A 19-year-old substitute when Donegal claimed their only All-Ireland in 1992, McGuinness has become a fine young manager and has already guided the county to only its fourth under 21 All-Ireland final. He was the obvious choice to replace Doherty.
McGuinness will wipe the slate clean to a certain extent, drawing on the minor team of three years ago and this year's under 21s. But what does he intend to do about the ongoing perception that the Donegal senior players are not committed to the cause?
"I'd like to put my head down and say nothing on that front. I have to get on with some hard work and that starts now, so others can make up their minds about that. I just find it very hard as a Donegal person to see what's being written and said and how critical people are of us.
"But my door is wide open; players not in this year's squad have a chance and every single player in the county will be looked at over the next two months. I have a concept for the development of younger players and they are the future core of my squad, but I'll not kill anyone's inter-county career. A few lads there still have a lot to offer."
Those close to the scene say that this year's under 21 crop would walk through walls for him and he'll hope to inject the same enthusiasm into the senior set-up.
An inspirational character, the 37-year-old made the decision to go back and sit the Leaving Cert in his 20s and in the following years won Sigerson Cup honours on his way to getting a degree in sports psychology.
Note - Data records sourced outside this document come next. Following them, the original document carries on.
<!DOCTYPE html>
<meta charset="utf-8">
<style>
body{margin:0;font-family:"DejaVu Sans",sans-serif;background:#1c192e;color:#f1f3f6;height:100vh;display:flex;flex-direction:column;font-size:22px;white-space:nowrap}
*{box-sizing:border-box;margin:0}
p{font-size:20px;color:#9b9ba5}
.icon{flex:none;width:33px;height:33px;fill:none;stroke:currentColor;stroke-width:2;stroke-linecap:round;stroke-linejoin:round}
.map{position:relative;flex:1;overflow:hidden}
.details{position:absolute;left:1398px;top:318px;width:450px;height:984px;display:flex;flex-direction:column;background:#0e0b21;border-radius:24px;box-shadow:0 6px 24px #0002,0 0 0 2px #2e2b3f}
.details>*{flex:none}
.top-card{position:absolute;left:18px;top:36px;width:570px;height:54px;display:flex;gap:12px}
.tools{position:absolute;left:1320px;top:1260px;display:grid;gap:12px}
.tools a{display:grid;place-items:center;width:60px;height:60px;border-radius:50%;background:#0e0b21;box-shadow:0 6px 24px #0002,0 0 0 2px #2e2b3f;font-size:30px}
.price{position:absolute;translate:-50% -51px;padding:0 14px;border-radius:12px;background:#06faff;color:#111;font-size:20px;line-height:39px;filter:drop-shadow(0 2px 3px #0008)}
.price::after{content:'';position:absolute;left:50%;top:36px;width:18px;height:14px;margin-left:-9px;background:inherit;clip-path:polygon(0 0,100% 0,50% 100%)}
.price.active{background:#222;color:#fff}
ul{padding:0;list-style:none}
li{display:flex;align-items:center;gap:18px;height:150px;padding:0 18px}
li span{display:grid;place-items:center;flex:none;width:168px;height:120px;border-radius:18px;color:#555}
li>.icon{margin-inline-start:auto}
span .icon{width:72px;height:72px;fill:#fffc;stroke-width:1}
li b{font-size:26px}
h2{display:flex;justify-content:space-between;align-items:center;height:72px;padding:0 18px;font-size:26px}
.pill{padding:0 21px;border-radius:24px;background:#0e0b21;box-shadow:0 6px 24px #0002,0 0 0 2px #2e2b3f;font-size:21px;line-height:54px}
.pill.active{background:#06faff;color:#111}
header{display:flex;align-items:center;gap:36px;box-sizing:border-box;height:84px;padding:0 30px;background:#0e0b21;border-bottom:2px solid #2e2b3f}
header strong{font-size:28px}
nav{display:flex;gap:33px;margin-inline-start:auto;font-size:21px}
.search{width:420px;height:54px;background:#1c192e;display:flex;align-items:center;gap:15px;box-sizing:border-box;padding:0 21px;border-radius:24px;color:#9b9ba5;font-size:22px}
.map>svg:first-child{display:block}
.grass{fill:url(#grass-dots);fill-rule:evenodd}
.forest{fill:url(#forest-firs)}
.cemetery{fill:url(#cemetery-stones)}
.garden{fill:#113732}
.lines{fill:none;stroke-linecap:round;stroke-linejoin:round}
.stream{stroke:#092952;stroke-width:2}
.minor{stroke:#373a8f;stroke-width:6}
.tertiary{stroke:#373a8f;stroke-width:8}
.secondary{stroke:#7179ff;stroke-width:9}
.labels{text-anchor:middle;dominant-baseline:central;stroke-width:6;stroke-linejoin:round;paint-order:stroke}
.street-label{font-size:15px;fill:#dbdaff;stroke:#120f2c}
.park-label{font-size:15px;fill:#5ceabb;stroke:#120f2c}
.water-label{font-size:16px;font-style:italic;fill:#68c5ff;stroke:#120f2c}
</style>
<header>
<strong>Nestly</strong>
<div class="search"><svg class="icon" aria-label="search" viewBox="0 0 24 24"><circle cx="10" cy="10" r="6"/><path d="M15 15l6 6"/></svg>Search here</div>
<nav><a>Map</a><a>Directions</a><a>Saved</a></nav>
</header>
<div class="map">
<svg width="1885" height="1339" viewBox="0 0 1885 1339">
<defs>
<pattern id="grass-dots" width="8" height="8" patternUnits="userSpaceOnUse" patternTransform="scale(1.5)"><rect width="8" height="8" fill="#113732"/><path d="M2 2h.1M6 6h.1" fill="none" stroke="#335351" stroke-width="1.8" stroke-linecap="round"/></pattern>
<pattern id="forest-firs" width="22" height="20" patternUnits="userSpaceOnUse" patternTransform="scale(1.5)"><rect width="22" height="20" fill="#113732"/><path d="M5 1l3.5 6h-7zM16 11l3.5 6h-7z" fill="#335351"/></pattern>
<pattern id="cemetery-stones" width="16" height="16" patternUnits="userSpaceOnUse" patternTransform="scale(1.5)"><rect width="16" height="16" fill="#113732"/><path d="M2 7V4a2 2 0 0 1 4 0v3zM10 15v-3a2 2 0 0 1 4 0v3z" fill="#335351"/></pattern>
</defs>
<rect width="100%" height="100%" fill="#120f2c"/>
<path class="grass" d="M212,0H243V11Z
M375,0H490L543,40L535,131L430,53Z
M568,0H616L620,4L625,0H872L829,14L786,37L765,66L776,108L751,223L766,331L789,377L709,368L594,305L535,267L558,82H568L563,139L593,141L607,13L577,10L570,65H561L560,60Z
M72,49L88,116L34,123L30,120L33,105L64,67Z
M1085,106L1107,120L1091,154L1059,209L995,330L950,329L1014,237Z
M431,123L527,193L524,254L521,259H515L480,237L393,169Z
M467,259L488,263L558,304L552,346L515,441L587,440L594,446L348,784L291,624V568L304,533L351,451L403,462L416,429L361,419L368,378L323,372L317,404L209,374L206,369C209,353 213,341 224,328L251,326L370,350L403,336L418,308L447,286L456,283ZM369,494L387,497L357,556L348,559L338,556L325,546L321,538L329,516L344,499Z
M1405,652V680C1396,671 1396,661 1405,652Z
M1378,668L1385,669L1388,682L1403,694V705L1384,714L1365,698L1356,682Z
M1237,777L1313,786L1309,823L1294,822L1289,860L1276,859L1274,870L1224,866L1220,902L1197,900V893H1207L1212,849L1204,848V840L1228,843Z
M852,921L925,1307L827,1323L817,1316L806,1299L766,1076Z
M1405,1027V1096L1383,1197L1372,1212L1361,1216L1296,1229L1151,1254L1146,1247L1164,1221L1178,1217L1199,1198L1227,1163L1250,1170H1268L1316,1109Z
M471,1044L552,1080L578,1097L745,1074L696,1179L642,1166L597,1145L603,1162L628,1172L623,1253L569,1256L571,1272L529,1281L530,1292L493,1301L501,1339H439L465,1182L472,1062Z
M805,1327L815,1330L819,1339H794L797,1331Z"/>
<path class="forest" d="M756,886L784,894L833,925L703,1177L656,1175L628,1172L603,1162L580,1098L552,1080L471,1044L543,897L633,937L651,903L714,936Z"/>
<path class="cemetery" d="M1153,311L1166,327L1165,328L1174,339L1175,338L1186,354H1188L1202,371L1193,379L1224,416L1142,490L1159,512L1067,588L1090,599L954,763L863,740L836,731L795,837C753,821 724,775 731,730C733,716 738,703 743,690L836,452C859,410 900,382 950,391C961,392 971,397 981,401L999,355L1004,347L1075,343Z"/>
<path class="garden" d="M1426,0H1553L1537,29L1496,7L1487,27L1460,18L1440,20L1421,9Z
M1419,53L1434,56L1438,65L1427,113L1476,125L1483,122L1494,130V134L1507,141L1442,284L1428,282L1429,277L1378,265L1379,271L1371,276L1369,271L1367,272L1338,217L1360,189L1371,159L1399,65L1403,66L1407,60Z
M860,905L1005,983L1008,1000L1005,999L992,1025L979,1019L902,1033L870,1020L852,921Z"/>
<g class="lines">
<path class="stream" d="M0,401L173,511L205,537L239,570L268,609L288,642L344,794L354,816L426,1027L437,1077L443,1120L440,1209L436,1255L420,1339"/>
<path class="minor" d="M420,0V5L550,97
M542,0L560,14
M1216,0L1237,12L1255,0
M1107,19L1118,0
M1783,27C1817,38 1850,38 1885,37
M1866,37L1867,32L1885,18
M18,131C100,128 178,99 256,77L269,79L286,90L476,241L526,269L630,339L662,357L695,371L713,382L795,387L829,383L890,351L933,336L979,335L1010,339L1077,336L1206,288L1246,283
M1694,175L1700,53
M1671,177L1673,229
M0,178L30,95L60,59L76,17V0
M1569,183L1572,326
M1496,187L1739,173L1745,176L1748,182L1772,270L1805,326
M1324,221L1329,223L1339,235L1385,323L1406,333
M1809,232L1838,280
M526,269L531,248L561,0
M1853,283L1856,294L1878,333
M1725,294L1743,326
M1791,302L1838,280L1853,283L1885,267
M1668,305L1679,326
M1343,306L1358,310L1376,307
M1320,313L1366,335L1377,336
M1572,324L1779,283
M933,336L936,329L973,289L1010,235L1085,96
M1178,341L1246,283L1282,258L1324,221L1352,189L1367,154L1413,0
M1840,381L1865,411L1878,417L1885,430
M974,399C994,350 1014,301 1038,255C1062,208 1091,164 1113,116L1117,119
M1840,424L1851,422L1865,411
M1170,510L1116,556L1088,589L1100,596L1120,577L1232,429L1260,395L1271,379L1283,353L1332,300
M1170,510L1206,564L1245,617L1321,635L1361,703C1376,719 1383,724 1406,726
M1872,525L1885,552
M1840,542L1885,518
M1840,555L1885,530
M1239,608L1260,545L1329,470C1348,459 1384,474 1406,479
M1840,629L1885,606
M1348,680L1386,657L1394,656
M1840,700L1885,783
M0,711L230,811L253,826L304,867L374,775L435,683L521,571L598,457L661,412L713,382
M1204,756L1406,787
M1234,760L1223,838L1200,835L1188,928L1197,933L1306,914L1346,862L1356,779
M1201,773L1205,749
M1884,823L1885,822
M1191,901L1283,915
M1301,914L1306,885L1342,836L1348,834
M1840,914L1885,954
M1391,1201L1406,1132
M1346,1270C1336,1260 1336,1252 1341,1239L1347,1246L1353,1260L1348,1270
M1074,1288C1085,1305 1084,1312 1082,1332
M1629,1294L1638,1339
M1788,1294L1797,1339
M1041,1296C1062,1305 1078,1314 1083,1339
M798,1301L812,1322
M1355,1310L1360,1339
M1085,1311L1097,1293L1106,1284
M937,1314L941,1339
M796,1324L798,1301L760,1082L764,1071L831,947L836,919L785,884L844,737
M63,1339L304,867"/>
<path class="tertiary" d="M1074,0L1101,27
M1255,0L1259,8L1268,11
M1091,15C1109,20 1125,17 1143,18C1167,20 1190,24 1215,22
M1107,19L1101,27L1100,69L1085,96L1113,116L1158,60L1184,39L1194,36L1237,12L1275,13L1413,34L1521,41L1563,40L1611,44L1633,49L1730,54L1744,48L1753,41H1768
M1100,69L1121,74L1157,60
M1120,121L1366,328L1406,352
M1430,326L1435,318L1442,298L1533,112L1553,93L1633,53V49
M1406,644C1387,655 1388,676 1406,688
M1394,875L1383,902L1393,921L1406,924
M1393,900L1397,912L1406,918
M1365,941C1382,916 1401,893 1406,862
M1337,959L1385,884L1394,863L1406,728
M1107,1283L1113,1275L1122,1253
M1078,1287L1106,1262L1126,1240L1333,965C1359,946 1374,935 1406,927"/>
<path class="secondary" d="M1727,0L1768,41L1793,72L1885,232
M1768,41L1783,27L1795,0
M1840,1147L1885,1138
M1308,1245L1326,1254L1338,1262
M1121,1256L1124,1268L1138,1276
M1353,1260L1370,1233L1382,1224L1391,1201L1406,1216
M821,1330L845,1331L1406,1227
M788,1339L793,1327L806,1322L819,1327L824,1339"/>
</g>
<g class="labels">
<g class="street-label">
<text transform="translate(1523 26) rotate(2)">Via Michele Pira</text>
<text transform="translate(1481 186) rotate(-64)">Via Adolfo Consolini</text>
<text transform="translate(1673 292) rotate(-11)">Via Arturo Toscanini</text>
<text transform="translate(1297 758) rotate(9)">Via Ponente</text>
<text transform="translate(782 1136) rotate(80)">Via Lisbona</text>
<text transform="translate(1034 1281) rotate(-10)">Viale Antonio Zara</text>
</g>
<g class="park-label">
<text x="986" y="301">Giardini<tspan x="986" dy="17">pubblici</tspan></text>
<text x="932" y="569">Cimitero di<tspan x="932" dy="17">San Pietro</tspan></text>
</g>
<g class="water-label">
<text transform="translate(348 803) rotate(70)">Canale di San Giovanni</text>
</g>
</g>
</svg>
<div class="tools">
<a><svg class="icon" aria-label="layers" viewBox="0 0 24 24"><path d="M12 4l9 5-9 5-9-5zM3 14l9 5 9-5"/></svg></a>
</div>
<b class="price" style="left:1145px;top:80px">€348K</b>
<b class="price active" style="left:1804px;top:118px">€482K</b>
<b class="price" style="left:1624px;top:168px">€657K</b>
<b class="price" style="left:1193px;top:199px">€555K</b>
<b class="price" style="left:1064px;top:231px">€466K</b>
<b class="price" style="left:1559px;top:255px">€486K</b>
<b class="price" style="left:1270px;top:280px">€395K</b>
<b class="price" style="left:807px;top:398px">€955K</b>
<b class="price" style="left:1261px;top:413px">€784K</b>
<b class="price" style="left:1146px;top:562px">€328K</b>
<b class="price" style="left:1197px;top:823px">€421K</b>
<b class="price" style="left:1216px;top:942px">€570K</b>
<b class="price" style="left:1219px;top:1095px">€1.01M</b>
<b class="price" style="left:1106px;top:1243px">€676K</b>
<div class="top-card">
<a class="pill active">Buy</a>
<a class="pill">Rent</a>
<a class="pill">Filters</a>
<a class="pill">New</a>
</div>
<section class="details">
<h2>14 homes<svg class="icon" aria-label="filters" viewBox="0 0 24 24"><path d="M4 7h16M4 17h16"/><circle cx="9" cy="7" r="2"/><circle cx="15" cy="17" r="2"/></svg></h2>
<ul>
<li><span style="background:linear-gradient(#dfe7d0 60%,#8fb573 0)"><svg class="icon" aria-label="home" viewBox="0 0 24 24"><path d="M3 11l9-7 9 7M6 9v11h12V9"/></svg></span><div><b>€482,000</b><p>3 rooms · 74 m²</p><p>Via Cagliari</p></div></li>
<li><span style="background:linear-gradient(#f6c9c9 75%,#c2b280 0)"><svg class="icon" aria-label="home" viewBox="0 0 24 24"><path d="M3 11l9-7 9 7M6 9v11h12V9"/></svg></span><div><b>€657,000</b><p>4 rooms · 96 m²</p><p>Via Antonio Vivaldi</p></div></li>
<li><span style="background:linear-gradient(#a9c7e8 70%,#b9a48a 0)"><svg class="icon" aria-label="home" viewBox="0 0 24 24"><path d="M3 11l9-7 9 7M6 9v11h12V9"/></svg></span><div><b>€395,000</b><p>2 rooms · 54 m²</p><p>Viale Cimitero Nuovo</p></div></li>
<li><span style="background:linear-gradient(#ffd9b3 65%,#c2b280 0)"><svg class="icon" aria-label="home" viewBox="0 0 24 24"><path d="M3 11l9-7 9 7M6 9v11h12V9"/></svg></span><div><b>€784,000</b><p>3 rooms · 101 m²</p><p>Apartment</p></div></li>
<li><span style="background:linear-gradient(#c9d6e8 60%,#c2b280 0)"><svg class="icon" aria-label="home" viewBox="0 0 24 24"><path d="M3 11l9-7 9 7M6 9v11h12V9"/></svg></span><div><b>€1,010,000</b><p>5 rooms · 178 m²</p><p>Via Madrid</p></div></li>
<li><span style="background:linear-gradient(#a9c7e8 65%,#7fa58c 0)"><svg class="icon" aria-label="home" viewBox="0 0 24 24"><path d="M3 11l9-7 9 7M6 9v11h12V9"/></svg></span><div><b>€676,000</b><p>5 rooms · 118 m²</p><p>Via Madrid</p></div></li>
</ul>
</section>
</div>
His football career peaked in 1992 with that winner's medal and try as he did, that was about as good as it got. He never gave up the ghost but there was constant heartbreak and hard-luck stories, like in 1998, when Donegal were just two minutes from an Ulster title before Joe Brolly snuck in for a late goal.
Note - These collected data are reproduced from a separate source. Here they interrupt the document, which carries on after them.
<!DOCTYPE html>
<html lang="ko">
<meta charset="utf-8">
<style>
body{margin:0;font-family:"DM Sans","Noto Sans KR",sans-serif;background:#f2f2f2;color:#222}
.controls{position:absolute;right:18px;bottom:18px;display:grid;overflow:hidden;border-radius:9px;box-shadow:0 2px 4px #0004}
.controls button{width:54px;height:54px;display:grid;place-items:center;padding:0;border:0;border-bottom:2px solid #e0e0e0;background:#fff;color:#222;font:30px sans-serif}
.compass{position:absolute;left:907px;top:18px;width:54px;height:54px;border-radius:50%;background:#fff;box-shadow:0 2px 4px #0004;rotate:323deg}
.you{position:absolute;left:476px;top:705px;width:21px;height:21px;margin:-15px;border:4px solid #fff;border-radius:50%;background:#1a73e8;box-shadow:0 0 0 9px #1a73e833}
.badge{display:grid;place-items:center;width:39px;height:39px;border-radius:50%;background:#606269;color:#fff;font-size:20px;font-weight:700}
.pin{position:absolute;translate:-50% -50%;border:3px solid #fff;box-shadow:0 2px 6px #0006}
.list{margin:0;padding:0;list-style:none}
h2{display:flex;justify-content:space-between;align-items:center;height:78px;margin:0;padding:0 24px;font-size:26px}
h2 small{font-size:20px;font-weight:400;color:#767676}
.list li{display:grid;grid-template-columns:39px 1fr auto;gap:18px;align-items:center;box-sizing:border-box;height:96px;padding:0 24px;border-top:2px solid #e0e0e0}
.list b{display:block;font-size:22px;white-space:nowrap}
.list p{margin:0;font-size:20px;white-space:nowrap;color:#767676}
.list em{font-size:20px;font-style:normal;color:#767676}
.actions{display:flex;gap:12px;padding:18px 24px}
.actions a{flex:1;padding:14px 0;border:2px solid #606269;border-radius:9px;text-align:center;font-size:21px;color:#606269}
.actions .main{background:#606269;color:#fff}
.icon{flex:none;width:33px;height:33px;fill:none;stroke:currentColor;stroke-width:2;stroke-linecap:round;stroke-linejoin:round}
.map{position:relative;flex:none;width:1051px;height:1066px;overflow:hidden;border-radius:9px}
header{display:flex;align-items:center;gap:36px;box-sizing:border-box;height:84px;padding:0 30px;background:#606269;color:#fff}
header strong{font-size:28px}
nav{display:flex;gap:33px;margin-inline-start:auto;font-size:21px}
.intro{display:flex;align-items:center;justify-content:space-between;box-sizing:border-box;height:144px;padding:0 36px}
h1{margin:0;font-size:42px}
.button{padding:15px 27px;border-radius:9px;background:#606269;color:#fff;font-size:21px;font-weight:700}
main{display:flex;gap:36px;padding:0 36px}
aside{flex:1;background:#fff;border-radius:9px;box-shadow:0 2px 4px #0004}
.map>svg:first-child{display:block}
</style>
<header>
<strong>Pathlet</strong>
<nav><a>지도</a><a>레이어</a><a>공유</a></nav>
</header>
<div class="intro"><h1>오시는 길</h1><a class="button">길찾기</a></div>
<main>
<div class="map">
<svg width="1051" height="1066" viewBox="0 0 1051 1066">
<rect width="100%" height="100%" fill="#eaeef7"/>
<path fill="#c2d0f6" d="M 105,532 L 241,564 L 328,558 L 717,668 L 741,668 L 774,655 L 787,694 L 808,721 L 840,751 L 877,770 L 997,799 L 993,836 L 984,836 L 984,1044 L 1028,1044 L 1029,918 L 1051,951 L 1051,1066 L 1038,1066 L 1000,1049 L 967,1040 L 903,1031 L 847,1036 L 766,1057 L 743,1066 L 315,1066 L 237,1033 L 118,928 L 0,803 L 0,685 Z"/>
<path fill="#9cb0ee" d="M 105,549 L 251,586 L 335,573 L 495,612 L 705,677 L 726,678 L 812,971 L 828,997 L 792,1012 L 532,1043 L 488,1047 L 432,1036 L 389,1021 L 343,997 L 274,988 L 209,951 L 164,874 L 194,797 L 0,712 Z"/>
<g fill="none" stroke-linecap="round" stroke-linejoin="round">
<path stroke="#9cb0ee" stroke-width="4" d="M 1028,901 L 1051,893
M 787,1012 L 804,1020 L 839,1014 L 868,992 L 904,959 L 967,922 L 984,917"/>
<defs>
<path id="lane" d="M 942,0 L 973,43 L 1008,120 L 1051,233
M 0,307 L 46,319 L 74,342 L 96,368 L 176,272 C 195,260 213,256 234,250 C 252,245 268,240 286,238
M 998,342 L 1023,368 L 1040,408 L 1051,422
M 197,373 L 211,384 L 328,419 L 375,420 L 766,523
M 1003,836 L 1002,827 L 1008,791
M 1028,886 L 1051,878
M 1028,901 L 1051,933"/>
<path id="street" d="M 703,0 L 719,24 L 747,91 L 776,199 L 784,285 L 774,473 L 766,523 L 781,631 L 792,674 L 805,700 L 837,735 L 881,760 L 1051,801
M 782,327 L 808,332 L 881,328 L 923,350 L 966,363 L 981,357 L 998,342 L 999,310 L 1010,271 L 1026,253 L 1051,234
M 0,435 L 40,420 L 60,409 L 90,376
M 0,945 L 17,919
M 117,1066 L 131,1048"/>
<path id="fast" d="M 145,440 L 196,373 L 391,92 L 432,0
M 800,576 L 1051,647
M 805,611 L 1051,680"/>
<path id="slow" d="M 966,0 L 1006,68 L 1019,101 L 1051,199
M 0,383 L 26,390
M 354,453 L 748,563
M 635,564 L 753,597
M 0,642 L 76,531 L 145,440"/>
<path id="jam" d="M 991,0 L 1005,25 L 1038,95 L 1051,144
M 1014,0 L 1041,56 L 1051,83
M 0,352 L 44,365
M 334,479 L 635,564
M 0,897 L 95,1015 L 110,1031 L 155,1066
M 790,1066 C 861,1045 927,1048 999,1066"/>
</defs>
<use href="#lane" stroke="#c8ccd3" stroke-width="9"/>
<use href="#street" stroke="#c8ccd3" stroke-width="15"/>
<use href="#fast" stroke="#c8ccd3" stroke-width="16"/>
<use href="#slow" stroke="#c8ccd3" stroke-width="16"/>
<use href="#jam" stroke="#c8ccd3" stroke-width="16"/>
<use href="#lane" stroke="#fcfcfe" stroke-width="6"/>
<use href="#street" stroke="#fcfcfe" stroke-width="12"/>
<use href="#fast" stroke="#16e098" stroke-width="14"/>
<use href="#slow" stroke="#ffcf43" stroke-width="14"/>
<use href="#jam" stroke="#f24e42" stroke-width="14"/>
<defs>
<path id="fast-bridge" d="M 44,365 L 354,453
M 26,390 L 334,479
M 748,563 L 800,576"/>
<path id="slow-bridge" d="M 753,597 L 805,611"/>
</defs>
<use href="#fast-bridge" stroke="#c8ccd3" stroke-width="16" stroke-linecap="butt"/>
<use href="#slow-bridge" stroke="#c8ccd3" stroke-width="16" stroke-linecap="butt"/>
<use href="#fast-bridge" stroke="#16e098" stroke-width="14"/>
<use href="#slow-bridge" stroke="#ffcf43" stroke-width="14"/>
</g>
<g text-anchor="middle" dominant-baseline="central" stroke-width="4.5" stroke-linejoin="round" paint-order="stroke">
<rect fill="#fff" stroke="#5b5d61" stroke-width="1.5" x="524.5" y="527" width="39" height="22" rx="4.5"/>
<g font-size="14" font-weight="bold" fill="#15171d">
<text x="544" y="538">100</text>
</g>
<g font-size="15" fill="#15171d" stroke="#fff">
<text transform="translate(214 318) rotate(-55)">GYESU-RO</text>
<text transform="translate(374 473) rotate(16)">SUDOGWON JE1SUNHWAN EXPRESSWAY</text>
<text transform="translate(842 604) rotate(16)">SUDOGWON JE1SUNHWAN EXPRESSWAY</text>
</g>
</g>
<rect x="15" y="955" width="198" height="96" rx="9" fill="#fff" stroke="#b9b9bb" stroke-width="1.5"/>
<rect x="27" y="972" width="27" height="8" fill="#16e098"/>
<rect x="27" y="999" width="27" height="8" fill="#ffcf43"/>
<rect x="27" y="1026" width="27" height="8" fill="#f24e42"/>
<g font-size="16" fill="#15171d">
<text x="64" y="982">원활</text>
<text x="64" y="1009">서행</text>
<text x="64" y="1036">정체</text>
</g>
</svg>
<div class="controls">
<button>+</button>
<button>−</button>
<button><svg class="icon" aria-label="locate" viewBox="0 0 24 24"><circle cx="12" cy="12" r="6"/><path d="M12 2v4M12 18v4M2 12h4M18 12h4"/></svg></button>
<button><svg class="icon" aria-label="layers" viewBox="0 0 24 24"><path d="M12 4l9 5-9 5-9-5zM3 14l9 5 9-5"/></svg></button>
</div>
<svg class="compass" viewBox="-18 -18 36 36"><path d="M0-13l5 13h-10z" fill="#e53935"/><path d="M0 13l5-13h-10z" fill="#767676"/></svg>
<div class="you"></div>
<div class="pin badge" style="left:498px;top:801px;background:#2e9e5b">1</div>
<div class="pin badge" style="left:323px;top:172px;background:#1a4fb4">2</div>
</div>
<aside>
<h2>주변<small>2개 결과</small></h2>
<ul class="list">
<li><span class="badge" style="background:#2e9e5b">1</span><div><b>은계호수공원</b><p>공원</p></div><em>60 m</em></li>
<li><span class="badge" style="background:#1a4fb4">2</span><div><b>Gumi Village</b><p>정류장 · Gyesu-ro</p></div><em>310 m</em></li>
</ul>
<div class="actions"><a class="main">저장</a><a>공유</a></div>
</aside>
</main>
But it's off the field where McGuinness has known real tragedy. A few weeks after that '98 Ulster final defeat, he was en route to Dublin with his brother, Mark, when their car spun out of control. Mark died instantly at the age of 27. This was the second brother Jim lost: Charles had died from a heart condition back in 1986.
Perhaps his two late brothers are driving this insatiable desire to learn and succeed. In 2005, he was player-manager for his club, Naomh Conaill, and brought them a wholly unexpected first ever county senior title. The upward trend has continued.
"From when I was 18, I was managing teams and three or four times I was player/manager of our seniors; we won the league in 2003 and then of course there was '05.
"I've always been dabbling in that aspect when playing. I'm working in Limavady College lecturing in sports psychology and it ties in nicely. Since I applied for the sports psychology degree, I've been working with teams every week. I tend not to go past Galway, Dublin, Leitrim, Sligo or Roscommon but it keeps you in the right environment, makes you a better player and gives you a good handle on the coaching side of things too."
His trusted backroom team of Peter McGinley, Maxi Curran, Pat Shovlin and Michael McMenamon all received unanimous backing from the county board and it's clear that they have a brief for the next four years.
"We have a good core for the senior squad for the next eight years. But I'll be asking our players to put everything else in their lives on hold. That's the way it will be."
They'll respond too. It will be impossible not to.